++++ Entries provided

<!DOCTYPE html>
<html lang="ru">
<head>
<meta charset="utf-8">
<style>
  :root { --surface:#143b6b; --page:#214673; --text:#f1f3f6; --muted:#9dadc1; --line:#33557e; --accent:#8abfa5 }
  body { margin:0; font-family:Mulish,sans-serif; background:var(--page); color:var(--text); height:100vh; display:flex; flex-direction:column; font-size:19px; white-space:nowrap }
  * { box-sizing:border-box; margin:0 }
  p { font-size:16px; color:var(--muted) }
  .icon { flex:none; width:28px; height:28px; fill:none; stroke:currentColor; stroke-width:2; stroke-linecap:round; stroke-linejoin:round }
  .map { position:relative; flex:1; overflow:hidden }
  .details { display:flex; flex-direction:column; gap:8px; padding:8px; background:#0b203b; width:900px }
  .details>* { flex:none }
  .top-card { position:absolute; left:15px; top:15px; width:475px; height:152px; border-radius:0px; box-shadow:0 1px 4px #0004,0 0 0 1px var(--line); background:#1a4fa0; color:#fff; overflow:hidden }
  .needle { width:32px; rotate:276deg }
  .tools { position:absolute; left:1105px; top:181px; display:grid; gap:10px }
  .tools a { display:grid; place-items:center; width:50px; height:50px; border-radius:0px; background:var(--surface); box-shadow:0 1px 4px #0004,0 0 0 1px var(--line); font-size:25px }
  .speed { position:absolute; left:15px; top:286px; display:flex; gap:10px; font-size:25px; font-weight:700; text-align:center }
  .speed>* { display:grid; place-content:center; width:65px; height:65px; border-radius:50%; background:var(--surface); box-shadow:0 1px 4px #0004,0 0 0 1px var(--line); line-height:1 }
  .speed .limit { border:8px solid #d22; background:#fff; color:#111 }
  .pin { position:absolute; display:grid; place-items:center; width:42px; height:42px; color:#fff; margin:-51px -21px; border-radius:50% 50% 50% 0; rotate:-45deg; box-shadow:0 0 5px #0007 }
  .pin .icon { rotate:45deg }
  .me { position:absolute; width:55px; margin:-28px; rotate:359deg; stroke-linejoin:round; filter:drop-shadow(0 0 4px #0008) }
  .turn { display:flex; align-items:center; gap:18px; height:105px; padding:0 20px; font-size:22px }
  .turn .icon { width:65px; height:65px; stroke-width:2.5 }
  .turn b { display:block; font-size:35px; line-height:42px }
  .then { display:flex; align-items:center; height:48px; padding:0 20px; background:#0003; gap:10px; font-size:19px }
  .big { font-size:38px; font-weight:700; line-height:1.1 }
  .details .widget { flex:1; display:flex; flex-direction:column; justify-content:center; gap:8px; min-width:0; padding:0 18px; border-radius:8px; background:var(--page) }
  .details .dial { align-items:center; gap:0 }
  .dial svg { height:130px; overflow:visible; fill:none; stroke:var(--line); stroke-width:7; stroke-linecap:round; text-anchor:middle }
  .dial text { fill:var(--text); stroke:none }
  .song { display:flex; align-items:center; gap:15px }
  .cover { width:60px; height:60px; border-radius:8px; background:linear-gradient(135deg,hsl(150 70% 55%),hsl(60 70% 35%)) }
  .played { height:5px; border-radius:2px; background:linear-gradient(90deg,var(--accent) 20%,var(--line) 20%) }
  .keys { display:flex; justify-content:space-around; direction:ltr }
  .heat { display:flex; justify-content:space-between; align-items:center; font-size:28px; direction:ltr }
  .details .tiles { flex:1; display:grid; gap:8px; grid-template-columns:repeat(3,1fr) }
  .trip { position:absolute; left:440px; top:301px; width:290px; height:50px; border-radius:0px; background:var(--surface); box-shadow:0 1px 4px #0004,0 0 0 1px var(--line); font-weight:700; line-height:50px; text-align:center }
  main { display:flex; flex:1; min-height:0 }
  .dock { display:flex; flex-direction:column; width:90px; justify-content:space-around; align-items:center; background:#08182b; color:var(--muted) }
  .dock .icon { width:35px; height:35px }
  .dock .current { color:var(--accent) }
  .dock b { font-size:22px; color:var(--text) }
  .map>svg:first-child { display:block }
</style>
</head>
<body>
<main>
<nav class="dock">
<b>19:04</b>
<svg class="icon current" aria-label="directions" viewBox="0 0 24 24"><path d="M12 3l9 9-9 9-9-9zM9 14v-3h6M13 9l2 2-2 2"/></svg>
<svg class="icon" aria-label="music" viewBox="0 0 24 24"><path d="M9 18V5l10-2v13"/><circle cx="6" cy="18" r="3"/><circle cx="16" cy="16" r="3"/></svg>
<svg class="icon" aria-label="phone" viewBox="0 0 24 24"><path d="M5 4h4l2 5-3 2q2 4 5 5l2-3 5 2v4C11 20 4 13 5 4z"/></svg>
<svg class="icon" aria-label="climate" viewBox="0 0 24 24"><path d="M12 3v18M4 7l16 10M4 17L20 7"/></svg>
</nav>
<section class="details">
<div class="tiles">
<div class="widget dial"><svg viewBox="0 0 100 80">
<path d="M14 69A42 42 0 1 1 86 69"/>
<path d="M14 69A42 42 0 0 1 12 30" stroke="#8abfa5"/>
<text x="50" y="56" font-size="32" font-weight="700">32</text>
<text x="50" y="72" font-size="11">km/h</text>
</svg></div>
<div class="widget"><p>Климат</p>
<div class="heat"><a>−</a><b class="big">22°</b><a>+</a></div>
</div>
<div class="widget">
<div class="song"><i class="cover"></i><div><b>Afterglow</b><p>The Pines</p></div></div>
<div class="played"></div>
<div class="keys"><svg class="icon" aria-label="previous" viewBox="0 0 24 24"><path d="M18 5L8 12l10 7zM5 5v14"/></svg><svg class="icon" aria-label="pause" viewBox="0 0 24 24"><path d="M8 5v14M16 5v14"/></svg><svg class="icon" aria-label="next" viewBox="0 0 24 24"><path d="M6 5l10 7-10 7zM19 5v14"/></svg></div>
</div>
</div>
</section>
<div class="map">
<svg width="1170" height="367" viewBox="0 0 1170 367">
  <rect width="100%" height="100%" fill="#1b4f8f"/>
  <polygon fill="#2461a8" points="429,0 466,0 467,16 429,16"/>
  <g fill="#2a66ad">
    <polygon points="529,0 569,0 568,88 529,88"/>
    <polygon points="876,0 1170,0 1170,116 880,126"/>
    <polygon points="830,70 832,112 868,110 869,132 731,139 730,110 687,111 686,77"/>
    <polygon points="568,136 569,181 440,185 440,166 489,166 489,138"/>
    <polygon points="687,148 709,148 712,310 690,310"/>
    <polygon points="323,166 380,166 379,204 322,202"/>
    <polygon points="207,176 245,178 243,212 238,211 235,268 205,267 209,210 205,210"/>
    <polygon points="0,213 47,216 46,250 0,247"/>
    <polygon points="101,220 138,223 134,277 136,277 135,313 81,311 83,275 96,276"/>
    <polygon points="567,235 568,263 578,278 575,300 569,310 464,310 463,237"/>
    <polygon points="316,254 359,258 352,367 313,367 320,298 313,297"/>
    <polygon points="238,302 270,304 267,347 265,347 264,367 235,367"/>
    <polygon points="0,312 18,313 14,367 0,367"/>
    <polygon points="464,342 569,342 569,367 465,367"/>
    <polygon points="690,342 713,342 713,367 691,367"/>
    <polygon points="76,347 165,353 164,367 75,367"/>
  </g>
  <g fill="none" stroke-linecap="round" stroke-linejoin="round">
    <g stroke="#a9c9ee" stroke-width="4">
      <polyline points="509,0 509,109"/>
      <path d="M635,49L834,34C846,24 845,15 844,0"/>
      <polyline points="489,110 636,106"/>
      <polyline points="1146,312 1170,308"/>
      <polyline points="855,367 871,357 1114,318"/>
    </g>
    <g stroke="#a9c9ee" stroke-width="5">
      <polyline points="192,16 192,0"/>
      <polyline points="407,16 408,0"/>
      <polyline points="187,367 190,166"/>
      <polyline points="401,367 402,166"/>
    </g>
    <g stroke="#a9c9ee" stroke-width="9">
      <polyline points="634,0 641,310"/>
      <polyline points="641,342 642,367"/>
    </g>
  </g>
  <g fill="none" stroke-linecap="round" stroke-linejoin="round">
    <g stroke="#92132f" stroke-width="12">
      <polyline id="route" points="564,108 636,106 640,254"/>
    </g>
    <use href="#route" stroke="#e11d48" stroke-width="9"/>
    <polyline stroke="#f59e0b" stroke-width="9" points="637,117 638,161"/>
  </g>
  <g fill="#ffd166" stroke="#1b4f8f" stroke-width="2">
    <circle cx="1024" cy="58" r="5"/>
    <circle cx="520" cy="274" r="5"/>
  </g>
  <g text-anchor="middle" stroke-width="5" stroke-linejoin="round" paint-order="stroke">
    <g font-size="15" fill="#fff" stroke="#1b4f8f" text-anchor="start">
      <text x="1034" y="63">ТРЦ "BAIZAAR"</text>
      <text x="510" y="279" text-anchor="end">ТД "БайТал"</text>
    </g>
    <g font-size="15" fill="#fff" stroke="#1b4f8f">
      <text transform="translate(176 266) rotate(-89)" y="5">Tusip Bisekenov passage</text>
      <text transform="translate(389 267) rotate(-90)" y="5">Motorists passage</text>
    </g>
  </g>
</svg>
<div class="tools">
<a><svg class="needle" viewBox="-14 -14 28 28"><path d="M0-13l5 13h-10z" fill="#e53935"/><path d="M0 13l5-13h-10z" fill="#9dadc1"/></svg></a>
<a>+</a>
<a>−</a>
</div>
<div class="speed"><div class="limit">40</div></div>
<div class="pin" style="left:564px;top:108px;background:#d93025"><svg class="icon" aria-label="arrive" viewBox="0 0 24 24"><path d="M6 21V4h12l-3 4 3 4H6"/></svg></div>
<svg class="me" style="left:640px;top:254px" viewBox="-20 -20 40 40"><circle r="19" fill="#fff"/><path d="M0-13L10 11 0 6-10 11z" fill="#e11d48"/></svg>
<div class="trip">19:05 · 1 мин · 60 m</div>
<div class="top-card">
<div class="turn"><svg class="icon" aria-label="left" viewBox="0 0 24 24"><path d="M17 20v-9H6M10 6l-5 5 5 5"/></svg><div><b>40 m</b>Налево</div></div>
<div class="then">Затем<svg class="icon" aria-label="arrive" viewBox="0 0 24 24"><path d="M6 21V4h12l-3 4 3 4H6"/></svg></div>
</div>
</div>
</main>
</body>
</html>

++++++++

*Try it*:
From the records above, reproduce exactly the lines from the one with "position:absolute; display:grid; place-items:center;" to the one with "font-size:38px; font-weight:700; line-height:1.1", both included, and no others.

*Result of this task*:
  .pin { position:absolute; display:grid; place-items:center; width:42px; height:42px; color:#fff; margin:-51px -21px; border-radius:50% 50% 50% 0; rotate:-45deg; box-shadow:0 0 5px #0007 }
  .pin .icon { rotate:45deg }
  .me { position:absolute; width:55px; margin:-28px; rotate:359deg; stroke-linejoin:round; filter:drop-shadow(0 0 4px #0008) }
  .turn { display:flex; align-items:center; gap:18px; height:105px; padding:0 20px; font-size:22px }
  .turn .icon { width:65px; height:65px; stroke-width:2.5 }
  .turn b { display:block; font-size:35px; line-height:42px }
  .then { display:flex; align-items:center; height:48px; padding:0 20px; background:#0003; gap:10px; font-size:19px }
  .big { font-size:38px; font-weight:700; line-height:1.1 }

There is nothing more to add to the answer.